=== Begin Enclosure ===

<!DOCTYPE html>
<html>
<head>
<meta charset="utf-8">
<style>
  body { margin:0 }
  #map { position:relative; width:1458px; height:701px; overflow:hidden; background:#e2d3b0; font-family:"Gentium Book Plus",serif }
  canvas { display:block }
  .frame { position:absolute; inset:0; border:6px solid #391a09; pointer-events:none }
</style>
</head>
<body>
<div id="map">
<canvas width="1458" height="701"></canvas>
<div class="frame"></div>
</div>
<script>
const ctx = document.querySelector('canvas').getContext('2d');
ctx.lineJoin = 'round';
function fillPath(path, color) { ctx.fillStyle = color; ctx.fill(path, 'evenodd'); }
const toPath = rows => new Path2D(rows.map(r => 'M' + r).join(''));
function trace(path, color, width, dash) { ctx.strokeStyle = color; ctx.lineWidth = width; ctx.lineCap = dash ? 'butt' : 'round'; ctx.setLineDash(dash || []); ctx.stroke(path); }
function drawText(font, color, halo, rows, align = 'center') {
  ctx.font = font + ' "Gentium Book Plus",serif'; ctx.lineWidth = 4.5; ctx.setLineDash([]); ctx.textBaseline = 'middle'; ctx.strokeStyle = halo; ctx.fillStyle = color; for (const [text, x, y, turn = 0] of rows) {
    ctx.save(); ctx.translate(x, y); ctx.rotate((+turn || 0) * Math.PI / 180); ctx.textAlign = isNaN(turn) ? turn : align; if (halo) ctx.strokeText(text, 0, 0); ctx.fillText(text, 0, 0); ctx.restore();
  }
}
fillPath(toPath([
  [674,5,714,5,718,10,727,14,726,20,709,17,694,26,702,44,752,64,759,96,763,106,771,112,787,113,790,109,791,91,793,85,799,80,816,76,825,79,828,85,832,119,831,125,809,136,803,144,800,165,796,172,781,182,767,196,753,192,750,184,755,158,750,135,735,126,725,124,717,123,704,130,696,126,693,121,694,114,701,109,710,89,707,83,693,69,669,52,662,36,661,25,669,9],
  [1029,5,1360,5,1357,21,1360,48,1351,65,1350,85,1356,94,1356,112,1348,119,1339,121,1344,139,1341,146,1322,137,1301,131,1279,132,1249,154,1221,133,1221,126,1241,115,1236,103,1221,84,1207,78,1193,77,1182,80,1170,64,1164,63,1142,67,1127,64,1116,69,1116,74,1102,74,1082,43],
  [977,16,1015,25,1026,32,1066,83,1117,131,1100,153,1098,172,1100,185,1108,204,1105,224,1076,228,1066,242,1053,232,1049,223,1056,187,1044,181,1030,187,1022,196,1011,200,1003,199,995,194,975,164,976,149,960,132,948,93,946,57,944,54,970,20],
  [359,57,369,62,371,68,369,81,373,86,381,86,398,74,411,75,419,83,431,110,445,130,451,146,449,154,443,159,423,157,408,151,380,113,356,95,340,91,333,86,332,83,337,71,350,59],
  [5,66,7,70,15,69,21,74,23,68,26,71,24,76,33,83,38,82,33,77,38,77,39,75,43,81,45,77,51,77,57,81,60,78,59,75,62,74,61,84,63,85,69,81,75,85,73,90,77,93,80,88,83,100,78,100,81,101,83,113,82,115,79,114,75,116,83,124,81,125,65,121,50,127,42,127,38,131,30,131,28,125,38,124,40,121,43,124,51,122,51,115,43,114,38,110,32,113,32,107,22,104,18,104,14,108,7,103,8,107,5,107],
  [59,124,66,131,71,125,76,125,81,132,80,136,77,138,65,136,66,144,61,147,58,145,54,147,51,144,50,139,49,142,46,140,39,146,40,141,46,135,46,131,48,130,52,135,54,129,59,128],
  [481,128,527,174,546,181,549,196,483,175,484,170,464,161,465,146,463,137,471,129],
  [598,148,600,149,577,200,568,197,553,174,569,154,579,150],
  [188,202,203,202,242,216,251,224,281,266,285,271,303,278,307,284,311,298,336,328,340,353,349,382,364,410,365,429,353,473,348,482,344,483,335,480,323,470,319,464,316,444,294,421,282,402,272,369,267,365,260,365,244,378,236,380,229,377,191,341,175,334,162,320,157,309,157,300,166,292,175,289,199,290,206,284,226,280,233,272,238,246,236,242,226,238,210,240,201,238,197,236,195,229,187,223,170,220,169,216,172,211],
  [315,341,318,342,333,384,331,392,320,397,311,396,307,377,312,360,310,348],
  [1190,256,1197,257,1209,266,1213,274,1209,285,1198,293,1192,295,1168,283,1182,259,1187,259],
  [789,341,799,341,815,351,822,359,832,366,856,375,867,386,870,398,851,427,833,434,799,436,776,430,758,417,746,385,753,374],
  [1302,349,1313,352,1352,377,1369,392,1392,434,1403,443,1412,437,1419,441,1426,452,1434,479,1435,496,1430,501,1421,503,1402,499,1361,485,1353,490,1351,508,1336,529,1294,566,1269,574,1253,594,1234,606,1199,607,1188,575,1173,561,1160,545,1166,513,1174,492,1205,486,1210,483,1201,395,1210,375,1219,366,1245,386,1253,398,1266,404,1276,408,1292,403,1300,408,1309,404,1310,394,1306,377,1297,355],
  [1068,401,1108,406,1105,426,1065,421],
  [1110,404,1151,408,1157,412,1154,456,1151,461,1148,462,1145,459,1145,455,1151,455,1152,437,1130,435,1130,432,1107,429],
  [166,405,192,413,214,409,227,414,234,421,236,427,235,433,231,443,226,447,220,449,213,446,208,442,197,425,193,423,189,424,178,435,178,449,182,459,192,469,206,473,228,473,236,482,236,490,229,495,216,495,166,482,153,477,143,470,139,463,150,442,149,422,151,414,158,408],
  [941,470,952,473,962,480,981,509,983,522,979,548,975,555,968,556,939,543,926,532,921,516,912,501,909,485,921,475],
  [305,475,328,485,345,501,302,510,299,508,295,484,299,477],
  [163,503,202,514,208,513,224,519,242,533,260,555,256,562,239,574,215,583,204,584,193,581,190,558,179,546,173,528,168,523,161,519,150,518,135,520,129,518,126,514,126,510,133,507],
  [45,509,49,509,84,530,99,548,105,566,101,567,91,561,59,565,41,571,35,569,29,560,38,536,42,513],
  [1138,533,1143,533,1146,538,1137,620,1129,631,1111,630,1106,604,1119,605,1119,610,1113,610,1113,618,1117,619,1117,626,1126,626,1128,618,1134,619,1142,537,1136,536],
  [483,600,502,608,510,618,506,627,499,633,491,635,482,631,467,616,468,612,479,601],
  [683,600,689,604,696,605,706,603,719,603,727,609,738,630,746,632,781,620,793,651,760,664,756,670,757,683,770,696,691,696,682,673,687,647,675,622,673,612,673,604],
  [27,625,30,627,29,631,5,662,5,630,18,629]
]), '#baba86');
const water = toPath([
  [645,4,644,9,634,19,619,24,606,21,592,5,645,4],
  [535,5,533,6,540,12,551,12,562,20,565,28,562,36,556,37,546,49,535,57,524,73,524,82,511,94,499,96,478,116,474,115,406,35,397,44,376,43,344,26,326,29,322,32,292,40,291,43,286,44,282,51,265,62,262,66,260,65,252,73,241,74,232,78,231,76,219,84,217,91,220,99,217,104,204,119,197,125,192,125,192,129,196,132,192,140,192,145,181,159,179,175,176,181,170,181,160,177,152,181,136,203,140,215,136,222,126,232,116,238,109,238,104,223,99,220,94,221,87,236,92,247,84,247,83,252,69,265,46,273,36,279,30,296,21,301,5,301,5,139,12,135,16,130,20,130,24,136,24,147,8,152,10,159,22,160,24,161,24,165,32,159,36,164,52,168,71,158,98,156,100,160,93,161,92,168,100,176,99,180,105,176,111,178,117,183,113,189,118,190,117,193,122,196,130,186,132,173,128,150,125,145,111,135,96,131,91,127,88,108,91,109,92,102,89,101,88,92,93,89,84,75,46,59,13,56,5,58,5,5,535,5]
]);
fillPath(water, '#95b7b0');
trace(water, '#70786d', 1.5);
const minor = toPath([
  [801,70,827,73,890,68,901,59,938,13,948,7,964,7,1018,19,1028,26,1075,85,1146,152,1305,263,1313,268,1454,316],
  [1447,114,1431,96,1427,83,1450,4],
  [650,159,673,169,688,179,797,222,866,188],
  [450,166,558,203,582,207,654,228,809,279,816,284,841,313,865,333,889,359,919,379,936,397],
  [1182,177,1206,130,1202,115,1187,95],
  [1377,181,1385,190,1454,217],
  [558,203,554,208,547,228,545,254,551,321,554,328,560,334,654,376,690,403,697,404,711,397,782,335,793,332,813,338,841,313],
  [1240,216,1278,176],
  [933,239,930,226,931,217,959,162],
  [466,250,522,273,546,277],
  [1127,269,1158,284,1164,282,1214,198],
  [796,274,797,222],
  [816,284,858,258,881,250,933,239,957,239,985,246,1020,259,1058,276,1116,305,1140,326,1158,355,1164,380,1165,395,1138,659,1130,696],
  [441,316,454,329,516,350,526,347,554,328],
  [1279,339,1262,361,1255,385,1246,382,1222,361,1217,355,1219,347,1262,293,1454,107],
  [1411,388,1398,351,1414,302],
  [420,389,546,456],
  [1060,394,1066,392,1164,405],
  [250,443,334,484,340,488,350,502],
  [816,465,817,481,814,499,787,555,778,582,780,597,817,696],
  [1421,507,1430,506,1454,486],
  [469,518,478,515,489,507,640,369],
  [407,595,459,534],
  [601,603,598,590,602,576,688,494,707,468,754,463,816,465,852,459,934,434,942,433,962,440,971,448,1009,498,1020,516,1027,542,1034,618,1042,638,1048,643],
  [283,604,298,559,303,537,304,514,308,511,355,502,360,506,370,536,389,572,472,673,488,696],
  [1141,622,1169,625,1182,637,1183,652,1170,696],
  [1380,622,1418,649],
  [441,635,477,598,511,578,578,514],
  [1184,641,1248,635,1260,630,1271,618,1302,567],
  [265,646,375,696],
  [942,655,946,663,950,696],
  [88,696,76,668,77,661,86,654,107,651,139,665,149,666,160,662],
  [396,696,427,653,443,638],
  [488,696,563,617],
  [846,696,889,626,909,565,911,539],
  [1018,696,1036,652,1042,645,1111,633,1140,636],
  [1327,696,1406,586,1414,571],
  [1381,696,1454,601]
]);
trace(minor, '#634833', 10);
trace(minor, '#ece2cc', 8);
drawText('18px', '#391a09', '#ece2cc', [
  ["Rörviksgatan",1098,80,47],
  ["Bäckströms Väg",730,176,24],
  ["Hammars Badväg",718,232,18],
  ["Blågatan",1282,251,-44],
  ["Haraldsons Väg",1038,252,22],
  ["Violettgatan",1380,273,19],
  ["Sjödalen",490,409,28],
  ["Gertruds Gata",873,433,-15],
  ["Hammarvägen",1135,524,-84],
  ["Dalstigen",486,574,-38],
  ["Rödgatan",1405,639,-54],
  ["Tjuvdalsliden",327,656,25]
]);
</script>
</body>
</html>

=== End Enclosure ===

### Instructions for the task
Wherever the string "function" occurs in the records above, copy that line.

### Answer space
function fillPath(path, color) { ctx.fillStyle = color; ctx.fill(path, 'evenodd'); }
function trace(path, color, width, dash) { ctx.strokeStyle = color; ctx.lineWidth = width; ctx.lineCap = dash ? 'butt' : 'round'; ctx.setLineDash(dash || []); ctx.stroke(path); }
function drawText(font, color, halo, rows, align = 'center') {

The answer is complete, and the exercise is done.